Opposing the proposed amendments to the Electricity Act, 2003, on the ground that they are aimed at privatisation of power supply in the country, the National Coordination Committee of Electricity Employees and Engineers recently held a massive demonstration in New Delhi. The demonstration was led by veteran trade union leader A.B. Bardhan. Later, members of the NCCOEEE met Minister of State (Independent Charge) for Power, Coal and New and Renewable Energy Piyush Goyal and handed over a memorandum demanding withdrawal of the proposed amendments. The memorandum said the proposed amendments were anti-people and called for a review of the government’s Energy Policy, claiming it was over dependent on the private sector. It pointed out that even though state electricity boards had been dissolved because of losses amounting to Rs.26,000 crore, the cumulative losses of all the distribution companies following the unbundling exceeded Rs.5,00,000 crore.
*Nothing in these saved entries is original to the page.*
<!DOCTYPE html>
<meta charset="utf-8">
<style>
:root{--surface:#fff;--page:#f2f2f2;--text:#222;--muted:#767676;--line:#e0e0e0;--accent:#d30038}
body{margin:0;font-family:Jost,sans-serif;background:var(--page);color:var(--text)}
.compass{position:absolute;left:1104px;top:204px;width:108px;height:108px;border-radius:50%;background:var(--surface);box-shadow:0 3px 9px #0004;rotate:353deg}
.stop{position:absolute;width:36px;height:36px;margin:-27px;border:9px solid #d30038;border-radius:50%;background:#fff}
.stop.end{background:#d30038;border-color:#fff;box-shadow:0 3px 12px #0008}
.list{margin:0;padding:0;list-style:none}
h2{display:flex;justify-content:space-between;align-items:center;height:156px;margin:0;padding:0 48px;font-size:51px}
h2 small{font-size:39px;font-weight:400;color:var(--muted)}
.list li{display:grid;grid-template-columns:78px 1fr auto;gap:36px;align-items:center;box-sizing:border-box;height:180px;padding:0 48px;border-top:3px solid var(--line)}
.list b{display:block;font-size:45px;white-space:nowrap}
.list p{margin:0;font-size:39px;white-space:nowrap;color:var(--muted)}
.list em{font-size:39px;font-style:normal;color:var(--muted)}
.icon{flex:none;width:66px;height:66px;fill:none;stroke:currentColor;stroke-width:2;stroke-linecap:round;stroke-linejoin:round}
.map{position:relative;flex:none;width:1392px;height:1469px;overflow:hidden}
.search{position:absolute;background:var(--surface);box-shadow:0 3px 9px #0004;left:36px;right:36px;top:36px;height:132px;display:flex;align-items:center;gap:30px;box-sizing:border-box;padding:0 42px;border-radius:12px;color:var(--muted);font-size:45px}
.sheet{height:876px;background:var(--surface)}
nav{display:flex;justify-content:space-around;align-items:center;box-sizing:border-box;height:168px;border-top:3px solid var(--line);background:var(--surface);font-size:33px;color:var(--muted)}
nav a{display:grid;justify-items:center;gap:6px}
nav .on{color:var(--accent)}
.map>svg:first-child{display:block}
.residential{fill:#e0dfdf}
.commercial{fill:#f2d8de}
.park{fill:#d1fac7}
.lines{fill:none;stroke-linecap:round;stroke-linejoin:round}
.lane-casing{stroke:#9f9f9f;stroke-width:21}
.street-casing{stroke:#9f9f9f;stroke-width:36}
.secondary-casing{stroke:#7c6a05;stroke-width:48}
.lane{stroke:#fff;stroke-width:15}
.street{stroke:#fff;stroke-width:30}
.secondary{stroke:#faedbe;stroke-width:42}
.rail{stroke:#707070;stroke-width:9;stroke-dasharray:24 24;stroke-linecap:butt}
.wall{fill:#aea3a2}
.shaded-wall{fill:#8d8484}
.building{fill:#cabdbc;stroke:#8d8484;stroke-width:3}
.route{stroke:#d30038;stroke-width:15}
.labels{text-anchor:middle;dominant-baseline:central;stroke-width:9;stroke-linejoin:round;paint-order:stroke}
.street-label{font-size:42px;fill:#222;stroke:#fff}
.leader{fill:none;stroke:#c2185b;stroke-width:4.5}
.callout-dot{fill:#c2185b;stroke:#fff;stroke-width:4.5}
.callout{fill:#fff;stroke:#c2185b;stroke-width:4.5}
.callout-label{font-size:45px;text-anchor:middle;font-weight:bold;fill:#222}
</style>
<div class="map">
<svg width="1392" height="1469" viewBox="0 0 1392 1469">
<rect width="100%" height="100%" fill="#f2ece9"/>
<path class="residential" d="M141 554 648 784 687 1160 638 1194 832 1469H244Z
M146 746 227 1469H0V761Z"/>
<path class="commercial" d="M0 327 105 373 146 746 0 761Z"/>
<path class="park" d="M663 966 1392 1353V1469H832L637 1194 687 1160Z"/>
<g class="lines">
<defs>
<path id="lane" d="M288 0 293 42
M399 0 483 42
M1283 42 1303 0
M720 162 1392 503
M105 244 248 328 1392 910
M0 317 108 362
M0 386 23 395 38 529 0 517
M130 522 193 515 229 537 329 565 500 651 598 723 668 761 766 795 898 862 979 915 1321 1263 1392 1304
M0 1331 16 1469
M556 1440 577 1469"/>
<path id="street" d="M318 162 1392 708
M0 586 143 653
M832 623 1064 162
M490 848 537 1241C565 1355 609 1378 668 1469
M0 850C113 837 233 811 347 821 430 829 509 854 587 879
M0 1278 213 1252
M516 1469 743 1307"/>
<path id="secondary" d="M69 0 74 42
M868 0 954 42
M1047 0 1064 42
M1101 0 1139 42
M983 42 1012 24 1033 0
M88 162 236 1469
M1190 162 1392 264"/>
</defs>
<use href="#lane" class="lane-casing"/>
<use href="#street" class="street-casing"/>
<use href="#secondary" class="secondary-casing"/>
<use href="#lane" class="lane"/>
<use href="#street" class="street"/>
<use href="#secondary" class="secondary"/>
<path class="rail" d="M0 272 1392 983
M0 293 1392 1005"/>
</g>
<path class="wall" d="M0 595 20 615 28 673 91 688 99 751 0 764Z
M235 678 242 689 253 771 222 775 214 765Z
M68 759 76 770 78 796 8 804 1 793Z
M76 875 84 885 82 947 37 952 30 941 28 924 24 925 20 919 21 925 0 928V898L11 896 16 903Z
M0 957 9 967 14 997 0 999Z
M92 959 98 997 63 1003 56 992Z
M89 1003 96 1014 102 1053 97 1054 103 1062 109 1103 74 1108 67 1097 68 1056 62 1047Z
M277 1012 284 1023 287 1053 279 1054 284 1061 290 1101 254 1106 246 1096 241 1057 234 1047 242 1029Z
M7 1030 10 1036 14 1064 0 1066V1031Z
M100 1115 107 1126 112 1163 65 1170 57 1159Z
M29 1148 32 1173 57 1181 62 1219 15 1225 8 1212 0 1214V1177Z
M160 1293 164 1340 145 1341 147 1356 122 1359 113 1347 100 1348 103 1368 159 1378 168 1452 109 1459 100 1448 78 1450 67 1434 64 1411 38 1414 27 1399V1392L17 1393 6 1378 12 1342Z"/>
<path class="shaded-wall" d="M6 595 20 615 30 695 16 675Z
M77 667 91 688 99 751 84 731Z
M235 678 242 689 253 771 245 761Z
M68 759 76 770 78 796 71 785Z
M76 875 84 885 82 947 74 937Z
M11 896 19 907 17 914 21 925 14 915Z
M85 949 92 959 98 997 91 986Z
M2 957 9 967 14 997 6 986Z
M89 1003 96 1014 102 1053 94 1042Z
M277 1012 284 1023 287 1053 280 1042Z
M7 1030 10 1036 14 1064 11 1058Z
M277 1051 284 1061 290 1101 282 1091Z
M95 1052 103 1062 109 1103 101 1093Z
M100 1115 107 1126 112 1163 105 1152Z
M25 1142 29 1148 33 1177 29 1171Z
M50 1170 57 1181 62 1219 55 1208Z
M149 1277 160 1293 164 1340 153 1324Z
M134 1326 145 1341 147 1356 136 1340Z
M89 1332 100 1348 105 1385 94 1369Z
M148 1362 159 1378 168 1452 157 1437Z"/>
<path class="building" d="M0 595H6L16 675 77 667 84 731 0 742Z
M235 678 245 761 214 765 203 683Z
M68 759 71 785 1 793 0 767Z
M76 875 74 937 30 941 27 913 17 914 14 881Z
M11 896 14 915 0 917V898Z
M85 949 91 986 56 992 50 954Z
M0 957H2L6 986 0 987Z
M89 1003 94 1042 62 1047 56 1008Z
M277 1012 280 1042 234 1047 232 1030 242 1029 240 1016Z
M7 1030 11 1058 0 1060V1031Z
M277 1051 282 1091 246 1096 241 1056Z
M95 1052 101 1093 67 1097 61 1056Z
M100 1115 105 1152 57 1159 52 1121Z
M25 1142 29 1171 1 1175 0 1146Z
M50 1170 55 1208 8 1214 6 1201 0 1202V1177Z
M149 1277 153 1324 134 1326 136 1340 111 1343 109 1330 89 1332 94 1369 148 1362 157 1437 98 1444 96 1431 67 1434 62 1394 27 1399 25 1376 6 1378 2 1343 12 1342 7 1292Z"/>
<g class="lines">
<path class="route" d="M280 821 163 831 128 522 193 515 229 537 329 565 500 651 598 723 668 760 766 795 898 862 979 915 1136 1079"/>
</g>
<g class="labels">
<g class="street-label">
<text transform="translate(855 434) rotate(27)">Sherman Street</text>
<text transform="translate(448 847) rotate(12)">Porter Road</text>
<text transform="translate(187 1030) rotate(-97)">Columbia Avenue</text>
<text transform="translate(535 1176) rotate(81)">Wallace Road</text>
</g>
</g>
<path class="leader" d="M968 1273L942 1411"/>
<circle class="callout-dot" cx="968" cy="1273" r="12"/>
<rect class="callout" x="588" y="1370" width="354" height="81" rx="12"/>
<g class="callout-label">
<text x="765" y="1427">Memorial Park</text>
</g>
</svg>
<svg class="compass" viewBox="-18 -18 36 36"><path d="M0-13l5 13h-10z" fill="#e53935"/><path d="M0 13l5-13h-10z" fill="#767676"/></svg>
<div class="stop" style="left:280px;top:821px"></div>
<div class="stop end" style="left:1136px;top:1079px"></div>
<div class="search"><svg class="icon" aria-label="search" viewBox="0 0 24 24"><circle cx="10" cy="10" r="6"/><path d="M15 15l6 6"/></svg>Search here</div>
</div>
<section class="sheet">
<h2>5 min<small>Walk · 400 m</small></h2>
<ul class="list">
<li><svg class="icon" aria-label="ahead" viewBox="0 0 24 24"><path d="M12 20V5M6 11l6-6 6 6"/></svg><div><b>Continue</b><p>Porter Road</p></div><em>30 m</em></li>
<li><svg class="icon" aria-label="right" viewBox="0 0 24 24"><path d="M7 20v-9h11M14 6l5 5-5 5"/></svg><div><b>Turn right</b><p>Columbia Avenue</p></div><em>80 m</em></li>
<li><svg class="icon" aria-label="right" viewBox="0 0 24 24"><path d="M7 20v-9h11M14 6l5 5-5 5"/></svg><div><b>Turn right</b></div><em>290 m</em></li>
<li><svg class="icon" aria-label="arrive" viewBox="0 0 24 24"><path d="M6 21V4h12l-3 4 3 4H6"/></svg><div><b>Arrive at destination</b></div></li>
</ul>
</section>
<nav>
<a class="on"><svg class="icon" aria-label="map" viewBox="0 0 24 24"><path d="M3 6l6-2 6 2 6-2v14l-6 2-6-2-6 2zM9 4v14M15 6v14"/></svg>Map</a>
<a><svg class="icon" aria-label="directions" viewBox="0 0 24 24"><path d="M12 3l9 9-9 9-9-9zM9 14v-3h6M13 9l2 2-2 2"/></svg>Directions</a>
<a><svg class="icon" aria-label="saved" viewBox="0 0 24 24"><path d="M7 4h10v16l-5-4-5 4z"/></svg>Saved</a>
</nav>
Drawing attention to the failure of reforms in the power sector, NCCOEEE said state-owned distribution companies suffered huge losses under the urban distribution franchisee system. The distribution companies were required to sell power to the franchisee at rates much lower than the actual cost of purchasing power, it said.
The memorandum by NCCOEEE also objected to the tariff revisions being allowed after bidding in case of Ultra Mega Power Projects owned by private companies. It emphasised that unbundling, privatisation and adoption of the franchisee system in generation, transmission and distribution needed to come to a halt till the time a review of the Energy Policy was carried out. It sought mandatory CAG audit of all private companies engaged in the sector.
Distribution of electricity is a licensed activity in India. As per provisions of section 14 of the Electricity Act, 2003, the State Electricity Regulatory Commissions have power to grant licenses for distribution. The distribution companies in states are answerable to respective SERCs for all license related activities. The Centre has no direct role in functioning of distribution companies.
This is an unreasonable and anti people demand by the NCCOEEE that deserves to be condemned or ignored. Even the Rs.5 lakh crore cumulative losses are due to the Discoms which are State Owned SEBs in company form. This only shows Corporatisation has failed and electricity sector needs privatisation. Delhi experiment proves the point. Once they are privatized, the losses will belong to the private companies and will not be funded by the taxpayer. It is misleading to suggest that all the losses are due to franchising, which accounts for a miniscule portion of SEB operation (to my mind only one in Maharashtra). Electricity can be divided into market good and social good. Market electricity should be privatised in cities and towns. Social electricity can be kept for rural areas, and can be kept with State Electricity Boards.